Programs on Disinformation Content and Tactics
Programs examining disinformation content and tactics take on a wide variety of forms, whether simply collecting and analyzing the information or looking to infiltrate disinformation groups to study their methods. These approaches also play an important accountability function with respect to political parties. A focus on the content of disinformation may help citizens and CSOs clarify complex policy issues, reducing the space for parties and candidates to muddy the water. This approach sees either independent journalists, volunteers, or CSOs check the veracity of content, issue corrections, and – in some instances – work with social media companies to flag misleading content, limit its spread, and post the fact-checkers correction alongside a post. Some of these initiatives target political party or candidate content explicitly, while others look at the broader information ecosystem and fact-check stories based on their likely impact, spread, or a specific interest area.
Programs to develop fact-checking and verification outlets are rarely done in direct partnership with political party actors given that the approach requires political neutrality to be effective. However, hypothetically, these programs serve an important accountability function by acting on the incentives of political actors. A theory of change underlying these approaches is that if political actors, especially elected officials, know that false statements will be identified and corrected in a public forum, they may be less likely to engage in this behavior in the first place. Furthermore, fact-checking and verification outlets can provide accurate information to voters, who may then more effectively punish purveyors of disinformation at the ballot box. In Ukraine, for example, a program funded by the British Embassy and implemented by CASE Ukraine developed a set of information technology (IT) tools to enable citizens to analyze state budgets, in theory to develop critical thinking to counter politicians’ populist rhetoric on complex economic issues.14 Similarly, support for “explainer journalism” modeled on outlets like Vox.com in the United States has emerged as an approach to counter parties’ attempts to confuse citizens on complex policy issues. VoxUkraine, for example, supported by several international donors and implementing partners, provides both fact-checking, explainers, and analytical articles, especially on issues of economic reform in Ukraine.15
Program approaches have also drawn on pop culture, using satire and humor to encourage critical thinking around disinformation on complex issues. For example, Toronto TV, supported by the National Endowment for Democracy , Internews, and Pact, and inspired by American satirical takes on news and current events by Jon Stewart, John Oliver, Hassan Minhaj and others, use social media platforms and short video segments to challenge disinformation narratives propagated by prominent politicians.
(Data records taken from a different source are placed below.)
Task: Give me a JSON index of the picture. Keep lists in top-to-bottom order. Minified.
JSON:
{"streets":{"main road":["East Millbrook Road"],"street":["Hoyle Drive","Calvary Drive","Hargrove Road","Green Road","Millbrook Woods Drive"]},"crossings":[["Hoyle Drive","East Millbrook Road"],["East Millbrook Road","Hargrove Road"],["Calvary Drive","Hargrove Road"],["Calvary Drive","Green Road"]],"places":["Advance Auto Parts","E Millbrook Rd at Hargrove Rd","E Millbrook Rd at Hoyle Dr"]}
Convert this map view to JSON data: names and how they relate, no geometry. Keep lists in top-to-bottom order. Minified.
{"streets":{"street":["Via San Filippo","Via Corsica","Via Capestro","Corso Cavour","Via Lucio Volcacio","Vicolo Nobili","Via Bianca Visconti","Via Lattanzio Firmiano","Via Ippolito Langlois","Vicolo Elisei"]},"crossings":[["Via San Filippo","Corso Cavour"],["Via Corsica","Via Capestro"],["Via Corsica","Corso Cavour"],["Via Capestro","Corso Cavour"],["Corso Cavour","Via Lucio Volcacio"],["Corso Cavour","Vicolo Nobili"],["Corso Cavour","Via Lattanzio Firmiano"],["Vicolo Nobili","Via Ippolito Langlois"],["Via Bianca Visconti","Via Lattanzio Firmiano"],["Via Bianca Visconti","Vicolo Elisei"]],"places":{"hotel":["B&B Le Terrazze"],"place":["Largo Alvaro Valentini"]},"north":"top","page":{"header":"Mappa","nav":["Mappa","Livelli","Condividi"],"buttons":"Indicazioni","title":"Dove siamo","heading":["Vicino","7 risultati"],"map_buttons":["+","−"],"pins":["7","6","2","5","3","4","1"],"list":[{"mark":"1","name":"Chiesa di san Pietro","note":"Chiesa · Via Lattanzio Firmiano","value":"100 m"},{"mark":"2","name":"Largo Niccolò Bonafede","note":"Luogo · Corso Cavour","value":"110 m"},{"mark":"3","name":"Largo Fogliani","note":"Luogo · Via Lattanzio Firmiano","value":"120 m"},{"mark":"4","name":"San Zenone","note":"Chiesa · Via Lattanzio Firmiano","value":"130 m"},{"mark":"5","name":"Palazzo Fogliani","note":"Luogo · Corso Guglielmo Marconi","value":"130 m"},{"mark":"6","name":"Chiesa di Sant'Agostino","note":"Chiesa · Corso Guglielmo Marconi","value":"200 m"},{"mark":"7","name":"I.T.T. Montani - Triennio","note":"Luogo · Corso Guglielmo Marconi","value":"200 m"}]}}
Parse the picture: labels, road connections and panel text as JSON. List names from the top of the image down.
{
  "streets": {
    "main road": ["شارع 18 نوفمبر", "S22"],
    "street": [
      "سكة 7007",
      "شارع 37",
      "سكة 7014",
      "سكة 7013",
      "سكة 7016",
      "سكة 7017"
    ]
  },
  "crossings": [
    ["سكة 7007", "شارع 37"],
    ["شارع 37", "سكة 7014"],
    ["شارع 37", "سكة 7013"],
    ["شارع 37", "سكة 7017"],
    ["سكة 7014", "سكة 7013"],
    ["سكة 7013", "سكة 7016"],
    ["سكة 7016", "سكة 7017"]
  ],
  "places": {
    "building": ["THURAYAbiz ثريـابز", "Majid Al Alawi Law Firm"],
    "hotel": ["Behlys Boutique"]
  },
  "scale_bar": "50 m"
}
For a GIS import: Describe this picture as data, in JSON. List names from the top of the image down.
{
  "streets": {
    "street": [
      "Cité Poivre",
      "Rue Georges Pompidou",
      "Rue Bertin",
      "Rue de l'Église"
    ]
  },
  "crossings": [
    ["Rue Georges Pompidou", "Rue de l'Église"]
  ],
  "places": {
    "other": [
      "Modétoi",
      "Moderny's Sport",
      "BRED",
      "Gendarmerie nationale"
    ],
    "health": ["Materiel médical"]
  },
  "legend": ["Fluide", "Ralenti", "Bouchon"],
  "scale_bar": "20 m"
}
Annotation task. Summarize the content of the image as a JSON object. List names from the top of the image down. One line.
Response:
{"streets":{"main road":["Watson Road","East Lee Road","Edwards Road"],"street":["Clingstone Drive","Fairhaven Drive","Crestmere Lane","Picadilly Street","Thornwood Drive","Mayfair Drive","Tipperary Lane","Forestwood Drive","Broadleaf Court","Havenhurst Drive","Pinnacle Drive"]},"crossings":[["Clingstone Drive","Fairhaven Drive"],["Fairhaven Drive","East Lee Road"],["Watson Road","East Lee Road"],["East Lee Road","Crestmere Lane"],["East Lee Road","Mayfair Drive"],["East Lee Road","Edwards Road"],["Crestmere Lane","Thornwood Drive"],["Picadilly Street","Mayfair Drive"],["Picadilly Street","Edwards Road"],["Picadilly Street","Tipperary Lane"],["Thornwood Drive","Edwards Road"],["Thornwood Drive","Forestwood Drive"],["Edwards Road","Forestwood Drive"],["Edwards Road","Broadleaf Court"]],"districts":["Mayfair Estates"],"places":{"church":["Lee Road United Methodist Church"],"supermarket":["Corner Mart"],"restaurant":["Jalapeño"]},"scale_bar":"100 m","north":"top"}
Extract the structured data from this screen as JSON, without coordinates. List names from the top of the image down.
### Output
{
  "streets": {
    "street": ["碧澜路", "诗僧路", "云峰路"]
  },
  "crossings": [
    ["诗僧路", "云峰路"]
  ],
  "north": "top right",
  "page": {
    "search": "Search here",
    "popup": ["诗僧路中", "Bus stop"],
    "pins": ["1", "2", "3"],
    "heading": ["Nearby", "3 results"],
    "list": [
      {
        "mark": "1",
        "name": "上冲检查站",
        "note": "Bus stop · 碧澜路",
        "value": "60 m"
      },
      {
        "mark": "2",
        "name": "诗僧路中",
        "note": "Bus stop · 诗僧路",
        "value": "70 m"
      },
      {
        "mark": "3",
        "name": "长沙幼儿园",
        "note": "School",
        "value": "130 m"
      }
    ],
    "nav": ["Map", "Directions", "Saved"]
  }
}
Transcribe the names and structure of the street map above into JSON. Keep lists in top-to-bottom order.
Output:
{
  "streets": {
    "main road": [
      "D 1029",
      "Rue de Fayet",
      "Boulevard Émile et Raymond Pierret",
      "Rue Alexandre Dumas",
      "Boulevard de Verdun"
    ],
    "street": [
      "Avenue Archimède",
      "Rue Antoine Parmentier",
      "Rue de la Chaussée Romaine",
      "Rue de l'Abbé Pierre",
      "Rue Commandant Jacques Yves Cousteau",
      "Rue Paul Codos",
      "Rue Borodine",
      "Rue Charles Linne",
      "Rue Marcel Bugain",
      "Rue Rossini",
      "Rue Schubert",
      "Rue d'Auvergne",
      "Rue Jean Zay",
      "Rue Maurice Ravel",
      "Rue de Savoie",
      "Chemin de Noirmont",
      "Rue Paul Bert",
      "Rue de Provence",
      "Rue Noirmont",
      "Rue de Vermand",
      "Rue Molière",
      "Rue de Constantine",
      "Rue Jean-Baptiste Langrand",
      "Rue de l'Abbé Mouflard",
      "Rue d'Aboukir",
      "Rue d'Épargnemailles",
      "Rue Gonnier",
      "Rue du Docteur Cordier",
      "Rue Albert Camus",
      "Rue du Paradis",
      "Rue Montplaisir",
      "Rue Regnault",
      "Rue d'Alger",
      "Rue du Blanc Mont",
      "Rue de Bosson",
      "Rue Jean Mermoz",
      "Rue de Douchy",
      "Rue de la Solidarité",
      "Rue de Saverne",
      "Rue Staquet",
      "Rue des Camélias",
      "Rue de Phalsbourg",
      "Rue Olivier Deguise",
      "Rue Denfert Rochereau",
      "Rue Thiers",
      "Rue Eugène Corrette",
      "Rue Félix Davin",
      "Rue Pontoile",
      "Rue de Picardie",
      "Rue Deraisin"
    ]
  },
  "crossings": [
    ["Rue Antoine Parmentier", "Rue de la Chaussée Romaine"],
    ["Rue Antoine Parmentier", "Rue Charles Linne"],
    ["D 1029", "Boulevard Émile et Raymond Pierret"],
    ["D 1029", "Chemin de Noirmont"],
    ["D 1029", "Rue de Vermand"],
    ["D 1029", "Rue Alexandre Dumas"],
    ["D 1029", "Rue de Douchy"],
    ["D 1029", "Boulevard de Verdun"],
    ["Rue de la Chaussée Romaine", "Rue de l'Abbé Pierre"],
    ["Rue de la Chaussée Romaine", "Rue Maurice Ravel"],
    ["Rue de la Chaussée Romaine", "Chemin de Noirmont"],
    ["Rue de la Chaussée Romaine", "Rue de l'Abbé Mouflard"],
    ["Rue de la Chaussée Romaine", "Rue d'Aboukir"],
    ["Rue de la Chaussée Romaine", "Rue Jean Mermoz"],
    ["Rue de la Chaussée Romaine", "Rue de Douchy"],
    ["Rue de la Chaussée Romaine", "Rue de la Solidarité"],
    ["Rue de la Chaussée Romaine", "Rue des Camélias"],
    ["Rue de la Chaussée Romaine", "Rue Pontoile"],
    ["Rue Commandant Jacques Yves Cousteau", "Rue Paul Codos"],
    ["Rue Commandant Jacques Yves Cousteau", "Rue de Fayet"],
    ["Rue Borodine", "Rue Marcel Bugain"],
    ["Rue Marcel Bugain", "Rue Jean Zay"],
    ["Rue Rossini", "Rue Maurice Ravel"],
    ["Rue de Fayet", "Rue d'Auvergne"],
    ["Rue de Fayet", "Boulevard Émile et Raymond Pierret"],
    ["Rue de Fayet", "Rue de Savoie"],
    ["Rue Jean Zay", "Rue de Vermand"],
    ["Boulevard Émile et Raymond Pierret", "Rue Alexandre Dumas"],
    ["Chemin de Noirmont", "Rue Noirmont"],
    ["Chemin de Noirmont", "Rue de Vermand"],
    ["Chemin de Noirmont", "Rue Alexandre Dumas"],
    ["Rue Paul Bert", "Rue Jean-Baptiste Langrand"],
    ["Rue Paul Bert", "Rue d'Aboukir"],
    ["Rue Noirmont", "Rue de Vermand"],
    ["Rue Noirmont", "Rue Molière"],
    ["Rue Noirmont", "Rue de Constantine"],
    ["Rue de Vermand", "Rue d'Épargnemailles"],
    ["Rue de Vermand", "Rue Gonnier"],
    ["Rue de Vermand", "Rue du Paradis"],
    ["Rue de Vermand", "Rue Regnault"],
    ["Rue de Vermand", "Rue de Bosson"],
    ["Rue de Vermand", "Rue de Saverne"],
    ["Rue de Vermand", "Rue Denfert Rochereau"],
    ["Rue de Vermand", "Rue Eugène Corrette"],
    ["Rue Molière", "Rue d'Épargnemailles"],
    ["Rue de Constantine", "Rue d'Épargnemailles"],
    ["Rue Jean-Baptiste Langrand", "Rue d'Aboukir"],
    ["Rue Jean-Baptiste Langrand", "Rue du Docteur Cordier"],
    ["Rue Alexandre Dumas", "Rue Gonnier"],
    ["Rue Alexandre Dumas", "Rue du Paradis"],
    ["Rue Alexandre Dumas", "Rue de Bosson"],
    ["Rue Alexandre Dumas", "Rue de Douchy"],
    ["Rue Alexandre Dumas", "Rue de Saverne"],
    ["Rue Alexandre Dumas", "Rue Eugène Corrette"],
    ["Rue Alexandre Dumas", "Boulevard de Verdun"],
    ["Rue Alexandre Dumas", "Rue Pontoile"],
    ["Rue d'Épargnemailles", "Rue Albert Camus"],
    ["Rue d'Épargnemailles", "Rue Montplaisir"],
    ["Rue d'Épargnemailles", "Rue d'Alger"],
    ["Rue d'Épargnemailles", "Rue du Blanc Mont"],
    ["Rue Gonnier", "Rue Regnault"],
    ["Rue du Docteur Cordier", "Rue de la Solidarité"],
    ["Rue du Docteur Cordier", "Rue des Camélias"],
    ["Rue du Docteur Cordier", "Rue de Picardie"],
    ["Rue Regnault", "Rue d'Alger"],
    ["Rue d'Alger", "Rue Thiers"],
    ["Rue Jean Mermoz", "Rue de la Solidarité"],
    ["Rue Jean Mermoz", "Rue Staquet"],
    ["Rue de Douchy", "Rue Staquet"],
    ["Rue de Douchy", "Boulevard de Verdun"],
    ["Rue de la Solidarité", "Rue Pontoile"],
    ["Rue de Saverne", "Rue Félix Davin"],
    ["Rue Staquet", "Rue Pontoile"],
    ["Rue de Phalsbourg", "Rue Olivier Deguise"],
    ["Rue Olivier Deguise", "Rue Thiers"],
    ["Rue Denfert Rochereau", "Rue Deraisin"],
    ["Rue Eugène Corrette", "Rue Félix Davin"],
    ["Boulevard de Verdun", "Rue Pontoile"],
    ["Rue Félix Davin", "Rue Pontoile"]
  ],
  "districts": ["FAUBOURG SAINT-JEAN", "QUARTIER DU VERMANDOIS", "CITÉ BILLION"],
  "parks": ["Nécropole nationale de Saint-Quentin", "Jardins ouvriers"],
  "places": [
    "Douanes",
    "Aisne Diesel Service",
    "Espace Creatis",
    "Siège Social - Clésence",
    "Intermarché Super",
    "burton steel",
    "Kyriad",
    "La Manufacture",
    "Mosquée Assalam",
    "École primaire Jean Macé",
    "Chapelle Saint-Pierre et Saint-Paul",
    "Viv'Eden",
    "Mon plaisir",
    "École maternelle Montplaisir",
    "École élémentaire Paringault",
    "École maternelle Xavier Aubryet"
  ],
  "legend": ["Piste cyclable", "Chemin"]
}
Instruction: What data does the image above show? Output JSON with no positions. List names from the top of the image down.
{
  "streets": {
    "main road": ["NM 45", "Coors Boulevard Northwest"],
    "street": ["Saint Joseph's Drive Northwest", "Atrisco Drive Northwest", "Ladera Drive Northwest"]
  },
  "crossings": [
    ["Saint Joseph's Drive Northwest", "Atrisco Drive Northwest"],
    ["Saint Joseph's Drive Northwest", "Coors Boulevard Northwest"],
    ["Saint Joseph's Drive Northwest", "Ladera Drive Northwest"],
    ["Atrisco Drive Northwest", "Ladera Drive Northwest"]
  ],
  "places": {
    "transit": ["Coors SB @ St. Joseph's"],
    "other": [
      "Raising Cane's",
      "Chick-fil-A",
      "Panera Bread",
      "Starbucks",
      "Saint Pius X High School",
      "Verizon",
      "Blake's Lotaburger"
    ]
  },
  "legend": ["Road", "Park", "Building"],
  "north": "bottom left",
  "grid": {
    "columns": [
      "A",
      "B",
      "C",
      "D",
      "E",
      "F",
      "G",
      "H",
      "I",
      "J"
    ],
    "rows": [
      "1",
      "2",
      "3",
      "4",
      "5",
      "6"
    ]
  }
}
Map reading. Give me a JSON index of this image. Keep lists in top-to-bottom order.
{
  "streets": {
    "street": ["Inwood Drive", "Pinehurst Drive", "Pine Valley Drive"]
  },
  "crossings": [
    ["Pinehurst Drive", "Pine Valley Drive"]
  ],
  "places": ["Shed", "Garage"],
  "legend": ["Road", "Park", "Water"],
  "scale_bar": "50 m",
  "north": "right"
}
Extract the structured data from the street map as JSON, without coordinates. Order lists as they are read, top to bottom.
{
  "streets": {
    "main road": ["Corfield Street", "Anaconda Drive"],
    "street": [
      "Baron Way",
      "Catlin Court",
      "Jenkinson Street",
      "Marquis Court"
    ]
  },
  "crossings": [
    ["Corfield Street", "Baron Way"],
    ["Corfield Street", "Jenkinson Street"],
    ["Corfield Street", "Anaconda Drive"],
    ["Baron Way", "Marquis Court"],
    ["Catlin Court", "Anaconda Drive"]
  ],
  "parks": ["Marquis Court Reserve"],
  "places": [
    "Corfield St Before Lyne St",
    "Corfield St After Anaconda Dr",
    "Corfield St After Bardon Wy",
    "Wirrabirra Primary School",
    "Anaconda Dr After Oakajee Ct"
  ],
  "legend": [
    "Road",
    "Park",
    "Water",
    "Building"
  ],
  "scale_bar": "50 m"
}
A number of the interventions aimed at this issue have focused on countering disinformation ahead of election cycles and understanding the role of social media in spreading information during modern political campaigns, such as International IDEA’s roundtable on “Protecting Tunisian Elections,” held in 2019. Similarly, the Belfer Center’s Cybersecurity Campaign Handbook, developed in partnership with NDI and IRI, provides context and clear guidance for campaigns facing a variety of cybersecurity issues, including disinformation and hacking. In terms of more concrete activities, DRG practitioners are building media monitoring into existing programs, including election observation. Grafting media monitoring onto existing program models and activities is a promising approach that could allow DRG programs to counter disinformation at scale. However, a potential drawback of this approach is that it focuses intervention on election cycles, while both the content and tactics transcend election cycles and operate over long periods of time.16 With this in mind, program designers and funders should consider support for efforts that bridge elections, and often, go further than the life of a standard DRG program.
Ultimately the real-world effects of content awareness and fact-checking programs are unclear. Academic research suggests that while fact-checking can change individual attitudes under very specific circumstances, it also has the potential to cause blowback or retrenchment – increased belief in the material that was fact-checked in the first place.17 Furthermore, there appears to be relatively little research on whether fact-checking deters the proliferation of disinformation among political elites. Anecdotally, fact-checking may lead politicians to attempt to discredit the source, rather than change their behavior.18 Ultimately, an accounting of any deterrent effect of fact-checking program approaches will require donors and implementers to evaluate the impact of these programs more rigorously.
In any case, the existence of factchecking, verification outlets, or awareness building alone is likely not sufficient to change political actors’ behavior regarding false statements or disinformation. In Ukraine, for example, research suggests that audiences for prominent fact-checking outlets were constrained geographically. The primary audiences tended to be younger, more urban, internet-connected, educated, and wealthy, and already inclined to monitor and sanction disinformation on their own.20 Fact-checking and verification programs should therefore pay close attention to deliberately expanding audiences to include populations that might otherwise lack the opportunity or resources to access high quality information. These programs should also consider efforts to make elected officials themselves conscious of their monitoring mechanisms and audience reach. If candidates or elected officials are confident that the products of these outlets are not accessible to, or used by, their specific constituencies, these programs will be less effective in serving an accountability function.